Está tudo nos livros

Pouco ou nada do que se conhece agora sobre o homem é realmente novo. Com exceção das modernas tecnologias, o conhecimento humano é antigo. Já quase tudo foi dito e escrito. Está nos livros. Há muito tempo. No entanto, apesar da melhor preparação das novas gerações, apesar de tudo ser ensinado nas escolas e universidades ainda é fácil cair num conto do vigário. Os mais incautos, ingénuos ou fanaticamente crédulos continuam a deixar-se manipular. A política, por muito que sofisticada na sua arte discursiva, avança sem dispensar pitada das lições que repousam nos livros. Nos atos, o diabolismo de Maquiavel. O fascínio dos jogos inexpugnáveis. Não é por acaso a enorme popularidade da série televisiva “A Guerra dos Tronos”. O mestre do antigo príncipe sabia tudo sobre os jogos de supremacia. O maquiavelismo desnuda a força e fragilidade da natureza humana e do homem político na sua relação com o poder. E continua a ser eficaz. Continua a haver aceitação passiva de alguns artistas da vida pública. Não interessam os meios para atingir os fins.

A verdade está naquilo que o povo toma como tal. As sombras na caverna de Platão são tomadas pela realidade até que o homem se liberte e veja a luz do dia. Mas isso pode levar muito, muito tempo. A arte da retórica, fundamental para o sucesso junto das massas, tem uma força inabalável. Está tudo na literatura do padre António Vieira, do século XVII. E há quem tenha lido, estudado e saiba pôr em prática todas essas lições do passado.

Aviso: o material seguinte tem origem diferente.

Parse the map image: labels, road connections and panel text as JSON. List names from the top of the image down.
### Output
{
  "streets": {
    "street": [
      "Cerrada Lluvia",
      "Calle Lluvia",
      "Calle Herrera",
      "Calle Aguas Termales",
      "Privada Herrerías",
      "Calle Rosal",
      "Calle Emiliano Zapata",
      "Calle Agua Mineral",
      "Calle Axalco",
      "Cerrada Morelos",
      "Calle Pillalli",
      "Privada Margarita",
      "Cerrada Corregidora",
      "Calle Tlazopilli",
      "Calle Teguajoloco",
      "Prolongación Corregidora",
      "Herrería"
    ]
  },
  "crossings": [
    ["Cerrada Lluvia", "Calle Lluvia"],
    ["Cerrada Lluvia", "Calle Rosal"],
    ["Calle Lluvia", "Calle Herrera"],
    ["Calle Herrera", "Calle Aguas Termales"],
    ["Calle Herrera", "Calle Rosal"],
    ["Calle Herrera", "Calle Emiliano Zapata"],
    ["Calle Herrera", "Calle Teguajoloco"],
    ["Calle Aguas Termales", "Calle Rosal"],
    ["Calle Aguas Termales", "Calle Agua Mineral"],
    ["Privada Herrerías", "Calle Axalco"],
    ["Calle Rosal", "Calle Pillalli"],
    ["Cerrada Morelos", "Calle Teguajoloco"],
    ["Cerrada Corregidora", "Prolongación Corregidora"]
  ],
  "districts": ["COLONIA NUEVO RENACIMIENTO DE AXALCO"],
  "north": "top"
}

António Vieira dizia, como outros na atualidade sabem, que o pregador é o sal da terra. Então o pregador sabe a força que tem junto do público. Sabe a força do seu poder de manipulação dos ouvintes. O padre orador da atualidade também sabe que discursar é semear. Que a semente é a palavra aceite como verdade.  E ninguém como ele conhece todos os peixes da sua paróquia.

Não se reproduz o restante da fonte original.